Re: Regression from 5.7.17 to 5.9.9 with memory.low cgroup constraints

Bruno Prémont <bonbons@xxxxxxxxxxxxxxxxx> · Sun, 6 Dec 2020 12:30:21 +0100

On Thu, 3 Dec 2020 12:55:59 -0800 Roman Gushchin <guro@xxxxxx> wrote:
> In the meantime Yang Shi discovered a problem related slab shrinkers,
> which is to some extent similar to what you describe: under certain conditions
> large amounts of slab memory can be completely excluded from the reclaim process.
> 
> Can you, please, check if his fix will solve your problem?
> Here is the final version: https://www.spinics.net/lists/stable/msg430601.html .

I've added that patch on top of yours but it seems not to completely
help either.
With this patch is seems that such dentries might get reclaimed as a
last resort instead of not at all.

I've added logs since current boot:
 https://faramir-fj.hosting-restena.lu/cgmon-20201204.txt
 https://faramir-fj.hosting-restena.lu/cgmon-20201205.txt
 https://faramir-fj.hosting-restena.lu/cgmon-20201206.txt
with the memory evolution.

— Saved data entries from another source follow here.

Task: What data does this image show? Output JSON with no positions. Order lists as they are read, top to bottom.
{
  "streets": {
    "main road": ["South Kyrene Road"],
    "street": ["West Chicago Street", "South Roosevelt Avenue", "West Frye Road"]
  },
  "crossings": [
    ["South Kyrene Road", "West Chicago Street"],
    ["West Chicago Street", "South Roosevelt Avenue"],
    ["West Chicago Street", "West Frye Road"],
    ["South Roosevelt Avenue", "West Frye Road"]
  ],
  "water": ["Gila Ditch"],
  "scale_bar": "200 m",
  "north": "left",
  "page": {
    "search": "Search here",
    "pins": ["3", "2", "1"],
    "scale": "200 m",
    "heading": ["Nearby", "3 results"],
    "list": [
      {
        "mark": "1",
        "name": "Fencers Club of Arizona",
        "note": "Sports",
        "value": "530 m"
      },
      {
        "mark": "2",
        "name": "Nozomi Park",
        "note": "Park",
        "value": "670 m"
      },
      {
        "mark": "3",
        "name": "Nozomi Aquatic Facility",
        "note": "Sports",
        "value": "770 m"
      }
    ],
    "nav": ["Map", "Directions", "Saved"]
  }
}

Evolution started to degrade over past night
where memory usage started to increase from 40G tending to full use but
with only slabs growing (not file cache) and memory assigned to cgroups
staying more or less constant - even root cgroup's memory stats seem not
to list a great deal of used memory.

The only cgroup not "sufficiently" protected by memory.low (websrv) has
seen its memory use somehow clamped to about 16G while it should be
allowed to go up to 32G according to memory.high and of those 16G in
use at time of writing it only had 100M of file cache left, all the
rest being slabs.

As system now is using most of its memory I've bumped websrv CG's
memory.low to 20G so it should stay protected some more (which after a
few minutes showed its filecache growing again) with the aim of moving
pressure out of leaf-cgroups to non-cg-assigned-memory.

Somehow this move seems to prove getting me some success.

I will report back later today or tomorrow with more details on the
evolution with "no unused" memory. At least production service tends not
to suffer (more than from storage response time).

I have the impression that memory reclaim now only looks at cgroup and
if it can make some progress it will not bother looking anywhere else.

I also have the vague impression that distribution of my tasks on the
two NUMA nodes somehow impacts when or how memory reclaim happens.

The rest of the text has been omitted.